1. The Man. Writing on the inability of the Nigerian press to read the mind of President Yar'Adua, ace analyst Dan Agbese states, "the more they try to penetrate his mind, the more they realise the futility of breaking granite with their feet. The more they try to read his mind, the fuzzier the words become, and the more frustrated they become".

President Biya is cast in this same mould. For 26 years Cameroonians and his so-called close collaborators have been unable to penetrate his mind. The late president Ahmadou Ahidjo had a taste of this when he lurked horns with Biya in the early 80s. Governance by unpredictability and surprise has worked in Biya's favour for 26 years running! The tendency is for opponents to underrate him at their own peril.
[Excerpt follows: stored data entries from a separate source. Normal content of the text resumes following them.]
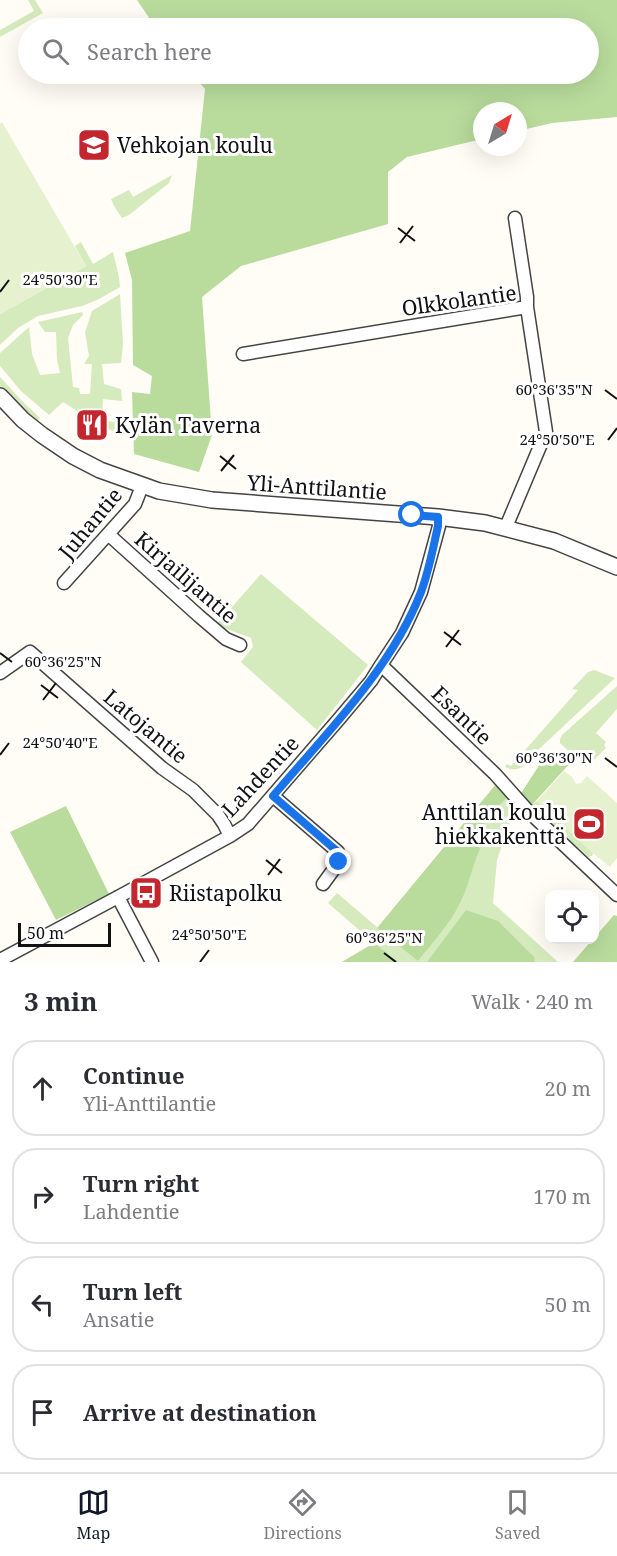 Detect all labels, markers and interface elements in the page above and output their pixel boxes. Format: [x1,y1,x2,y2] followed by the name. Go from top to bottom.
[18,18,599,84] search box
[39,35,72,68] icon: search
[87,36,212,66] text: Search here
[473,102,527,156] north arrow
[76,127,112,163] school or university icon: Vehkojan koulu
[117,131,273,159] place label: Vehkojan koulu
[22,269,98,289] text: 24°50'30"E
[400,278,518,322] street label: Olkkolantie
[515,379,593,399] text: 60°36'35"N
[74,407,110,443] restaurant icon: Kylän Taverna
[115,411,261,439] place label: Kylän Taverna
[519,429,595,449] text: 24°50'50"E
[245,468,388,506] street label: Yli-Anttilantie
[51,481,128,565] street label: Juhantie
[398,501,424,527] route start
[129,525,243,629] street label: Kirjailijantie
[24,651,102,671] text: 60°36'25"N
[426,679,498,751] street label: Esantie
[98,683,194,769] street label: Latojantie
[215,729,305,823] street label: Lahdentie
[22,732,98,752] text: 24°50'40"E
[515,747,593,767] text: 60°36'30"N
[422,798,566,850] place label: Anttilan koulu hiekkakenttä
[571,806,607,842] sports icon: Anttilan koulu hiekkakenttä
[325,848,351,874] route end
[128,875,164,911] bus stop icon: Riistapolku
[169,879,282,907] place label: Riistapolku
[545,890,599,944] map controls
[545,890,599,944] button: locate
[18,920,111,947] scale bar
[27,922,64,944] text: 50 m
[171,924,247,944] text: 24°50'50"E
[345,927,423,947] text: 60°36'25"N
[24,983,98,1019] text: 3 min
[471,988,593,1015] text: Walk · 240 m
[83,1060,185,1090] text: Continue
[26,1072,59,1105] icon: ahead
[545,1075,591,1102] text: 20 m
[83,1090,216,1117] text: Yli-Anttilantie
[83,1168,199,1198] text: Turn right
[26,1180,59,1213] icon: right
[533,1183,591,1210] text: 170 m
[83,1198,179,1225] text: Lahdentie
[83,1276,182,1306] text: Turn left
[26,1288,59,1321] icon: left
[545,1291,591,1318] text: 50 m
[83,1306,154,1333] text: Ansatie
[26,1396,59,1429] icon: arrive
[83,1397,317,1427] text: Arrive at destination
[77,1486,110,1544] tab: Map
[264,1486,342,1544] tab: Directions
[495,1486,540,1544] tab: Saved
Apparently, Biya is a consummate politician who projects an image of weakness; scratch the veneer and granite or lion man appears! That is probably the way he sees best to manage, albeit successfully, the myriad Cameroonian contradictions.
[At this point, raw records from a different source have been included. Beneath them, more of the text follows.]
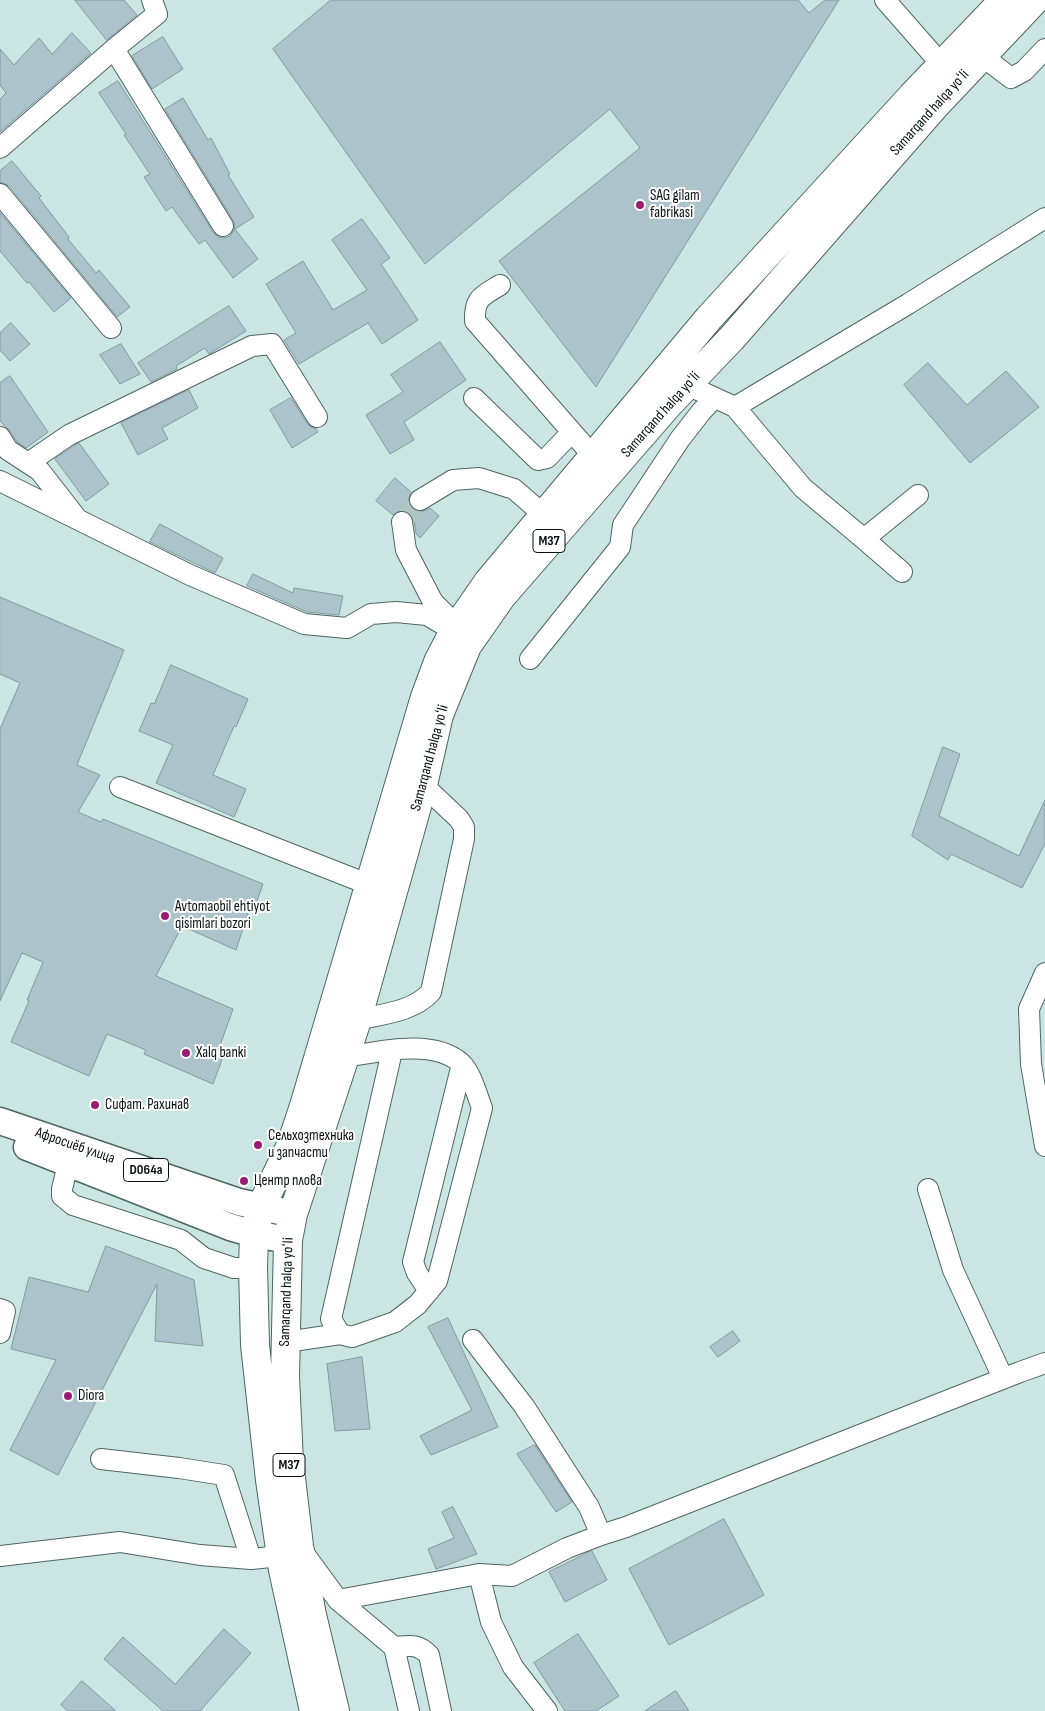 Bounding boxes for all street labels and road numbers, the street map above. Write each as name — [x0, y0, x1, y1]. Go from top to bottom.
street label: Samarqand halqa yoʻli — [887, 66, 973, 160]
street label: Samarqand halqa yoʻli — [618, 368, 704, 462]
road number: M37 — [533, 530, 565, 552]
street label: Samarqand halqa yoʻli — [407, 703, 453, 813]
street label: Афросиёб улица — [33, 1124, 117, 1168]
road number: D064a — [124, 1158, 168, 1182]
street label: Samarqand halqa yoʻli — [276, 1237, 298, 1347]
road number: M37 — [273, 1454, 305, 1476]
2. Inalienable nature of Cameroonian frontiers and normalisation of Cameroon-Nigeria relations. After the plebiscite of 1961, Cameroon lost Northern Cameroons despite frantic efforts at the International Court of Justice to recover this lost territory.

When Nigeria invaded and occupied the Bakassi peninsular, the patriotic streak in Biya got the upper hand. He was quick to assemble an impressive team of experts irrespective of political shade or leaning to present and defend Cameroon's case at The Hague. Though the court's verdict was in Cameroon's favour, Biya pronounced a no victor, no vanquished speech to the Cameroonian nation.

His speech had three laudable objectives: assuring Nigerians resident in Cameroon of government's determination to respect their rights, making sure feathers are not ruffled in Abuja and normalising relations with Nigeria. The latter is indispensable in view of the rising insecurity in the Gulf of Guinea.

Pundits maintain that diplomatic and military cooperation between Cameroon and Nigeria is the way forward in combating insecurity in the Gulf.Clearly, Bakassi shall always be a shining example of conflict resolution in Africa and the world.

3. Operation Sparrow Hawk (Opération Epervier). Better late than never sums up Biya's determination to go after embezzlers of public funds. Cleaning up the overly corrupt Cameroonian stable is quite Herculean. The quality and number of white-collar thieves behind bars is quite impressive.

Though, like elsewhere, commentators have decried the seemingly selective nature of the sparrow hawk, there are indications that the operation is ongoing slowly but surely. However, as former Ghanaian leader, Jerry Rawlings, once said, an operation that is meant to track and arrest looters of the common weal should be speedy and time bound because of the nuisance capacity of such economic, administrative and political humpty dumpties.

4.Peace And Relative Stability. No militant of the ruling CPDM party ends a speech without thanking Biya for the peace and stability that reigns in Cameroon as against the turmoil and instability in neighbouring countries and beyond. Such pronouncements can be nauseating to non-CPDM militants.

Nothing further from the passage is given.